Tsukimi has expanded the doll-making practice through public workshops. On the fourth Wednesday of each month from April through November, she conducts hands-on workshops where visitors can create their own dolls under her instruction. Participants are encouraged to bring their own sewing kits and clothing for their figures.
The workshops have become substantial tourism attractions in their own right. International visitors specifically plan trips around workshop dates. The activity provides hands-on engagement with the broader project rather than just observational tourism. Visitors leave with their own custom-made doll, plus deeper understanding of Tsukimi’s process and the village’s broader story. The workshops have spread the doll-making concept to other depopulated Japanese villages, where similar projects have begun in recent years.

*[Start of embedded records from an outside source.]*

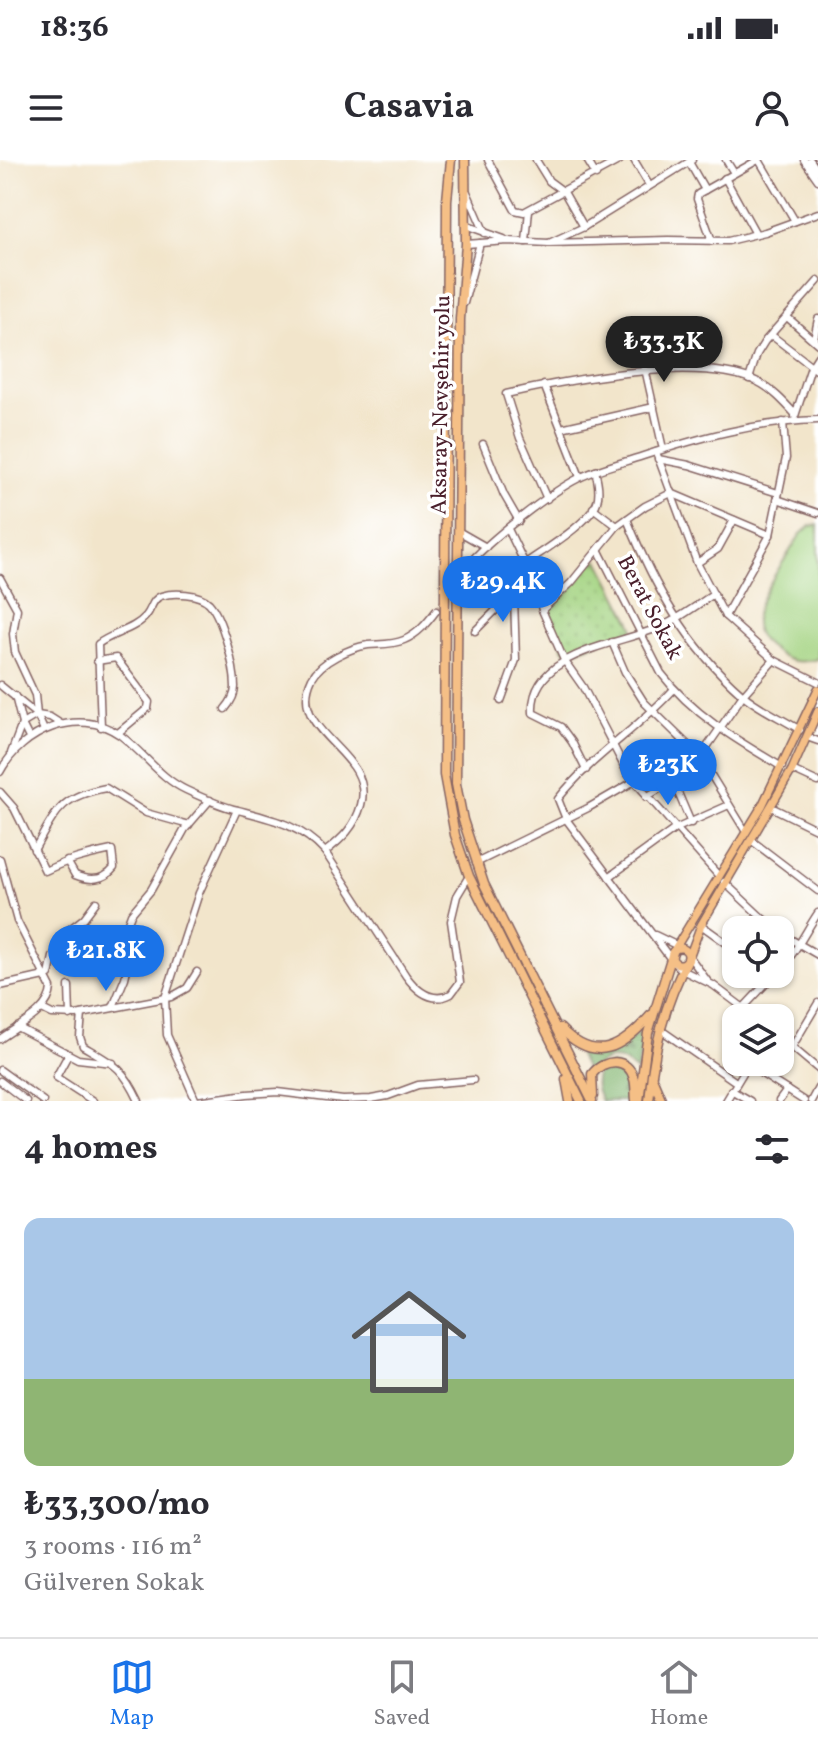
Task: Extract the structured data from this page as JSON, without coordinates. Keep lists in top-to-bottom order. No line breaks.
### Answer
{"streets":{"highway":["Aksaray-Nevşehir yolu"],"street":["Berat Sokak"]},"page":{"status":"18:36","header":"Casavia","price":["₺33.3K","₺29.4K","₺23K","₺21.8K"],"heading":"4 homes","list":[{"name":"₺33,300/mo","note":"3 rooms · 116 m² · Gülveren Sokak"}],"tabs":["Map","Saved","Home"]}}
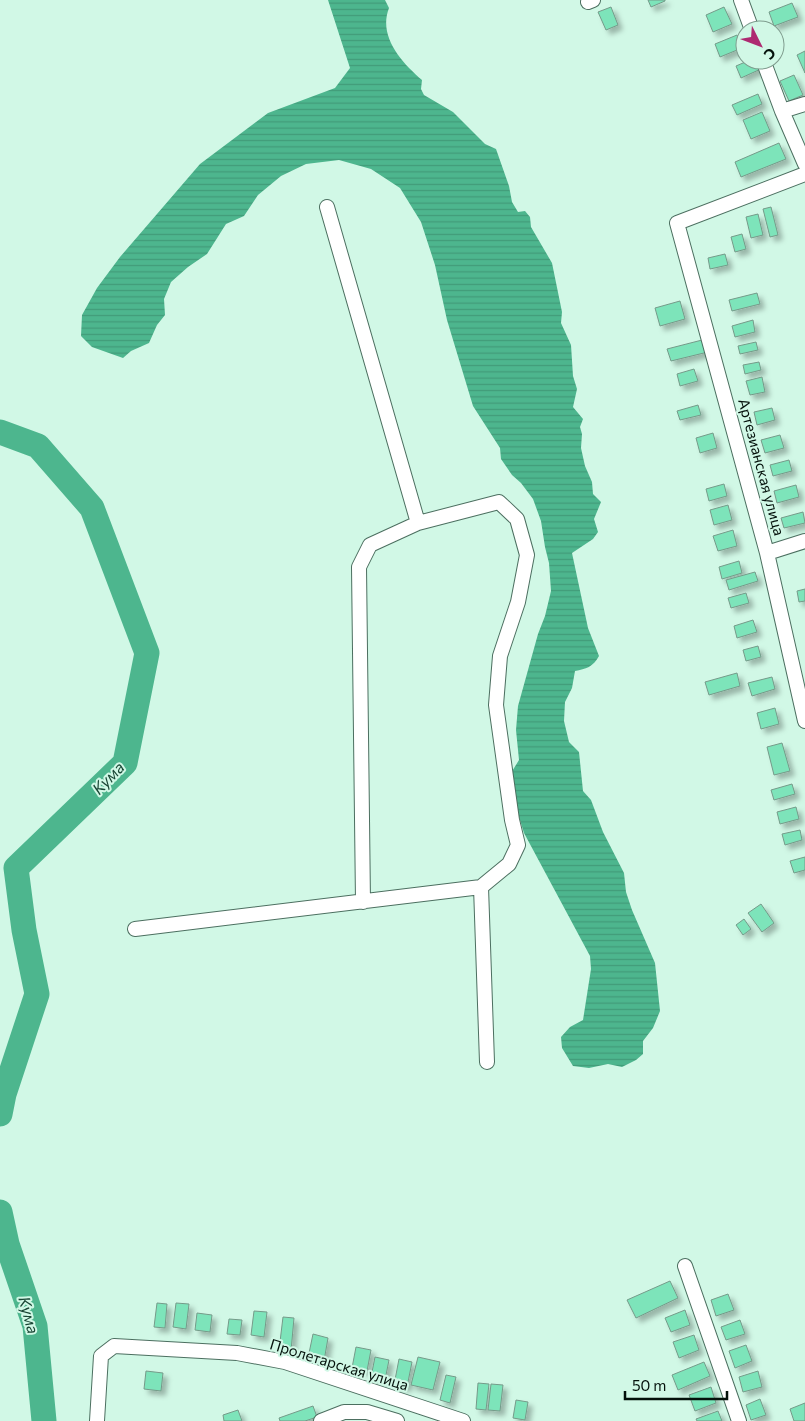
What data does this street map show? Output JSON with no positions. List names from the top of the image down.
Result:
{
  "streets": {
    "street": ["Артезианская улица", "Пролетарская улица"]
  },
  "water": ["Кума"],
  "scale_bar": "50 m",
  "north": "bottom right"
}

11: The Annual Scarecrow Festival

The largest Nagoro tourism event is the annual Scarecrow Festival held the first Sunday of October. The festival explicitly invites visitors to engage with the village and its dolls. Activities include: doll-making contests, guided tours of all major doll installations, traditional food stalls, performances and demonstrations, and various other community activities.
The festival typically draws hundreds of visitors — substantial crowds for a village with under 30 living residents. The day represents Nagoro at maximum activity, with real human voices and bustle filling spaces that are typically silent. Once the festival ends and visitors depart, the village returns to its normal state — silent, populated by dolls, with the few living residents going about their reduced daily activities. The contrast between festival day and ordinary days is itself part of what makes Nagoro emotionally distinctive.
12: Visiting Nagoro Today

Practical guidance for travelers planning Nagoro visits. The village is genuinely remote — most visitors require rental cars from major Japanese cities. From Tokyo: typically 6-8 hours of driving including ferry crossings or train+rental car combinations. From Osaka: 4-5 hours. The mountain roads are challenging — narrow, winding, with limited shoulder space. Winter conditions can make access difficult or impossible.

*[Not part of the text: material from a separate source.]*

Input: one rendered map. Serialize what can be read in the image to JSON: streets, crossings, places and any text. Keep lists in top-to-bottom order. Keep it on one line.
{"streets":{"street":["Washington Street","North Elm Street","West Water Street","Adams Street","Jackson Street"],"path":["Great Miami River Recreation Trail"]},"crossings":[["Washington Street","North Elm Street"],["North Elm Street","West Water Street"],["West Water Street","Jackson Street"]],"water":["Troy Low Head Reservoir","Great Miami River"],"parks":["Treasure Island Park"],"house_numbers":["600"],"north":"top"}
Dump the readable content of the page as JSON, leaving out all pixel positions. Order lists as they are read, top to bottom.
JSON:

There are no ticket booths, no admission fees, no tourist infrastructure beyond very basic facilities. Visitors should treat the village as a living community deserving respect rather than a tourist attraction. Walking on private property, touching dolls without permission, or otherwise disrupting the dolls’ arrangements is considered substantially disrespectful. The few living residents prefer visitors who observe quietly rather than interact intrusively. Photography is permitted but should be done respectfully.

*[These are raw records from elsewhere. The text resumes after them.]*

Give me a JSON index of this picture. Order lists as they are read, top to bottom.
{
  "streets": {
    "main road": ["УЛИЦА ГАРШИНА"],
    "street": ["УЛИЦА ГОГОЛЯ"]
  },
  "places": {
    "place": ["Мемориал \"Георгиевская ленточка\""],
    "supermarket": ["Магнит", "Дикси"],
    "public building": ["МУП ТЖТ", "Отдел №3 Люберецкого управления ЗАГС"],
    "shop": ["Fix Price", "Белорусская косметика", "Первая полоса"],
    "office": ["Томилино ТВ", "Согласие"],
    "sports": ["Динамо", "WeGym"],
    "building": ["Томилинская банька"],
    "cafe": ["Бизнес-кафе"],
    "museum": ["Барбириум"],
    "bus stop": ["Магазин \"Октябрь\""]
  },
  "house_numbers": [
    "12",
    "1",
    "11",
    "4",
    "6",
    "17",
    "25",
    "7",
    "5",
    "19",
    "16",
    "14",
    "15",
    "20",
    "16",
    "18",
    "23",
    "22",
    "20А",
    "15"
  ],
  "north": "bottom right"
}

What Nagoro Actually Represents

Nagoro represents one woman’s response to rural depopulation that has affected thousands of Japanese villages. Tsukimi’s dolls don’t solve the underlying demographic crisis — Nagoro continues losing population, and the dolls cannot reproduce or sustain a community in any practical sense. But they preserve specific memory of the community that existed before depopulation, document the texture of daily life that has been lost, and provide a unique form of cultural heritage that has drawn international attention to a phenomenon that would otherwise be invisible. The dolls are essentially memorial markers for an entire vanishing way of life — not just commemorating specific individuals but the broader pattern of Japanese rural community that’s disappearing village by village throughout the country. Tsukimi has aged with her project. Eventually she’ll either move away or die, and the dolls she leaves behind will gradually deteriorate without replacement. The village will likely continue its demographic decline regardless. But for now, Nagoro provides one of the most distinctive examples in modern travel of how individual creativity can transform tragedy into something genuinely memorable, drawing visitors from around the world to witness what might otherwise be just one more anonymous statistic in Japan’s broader rural collapse.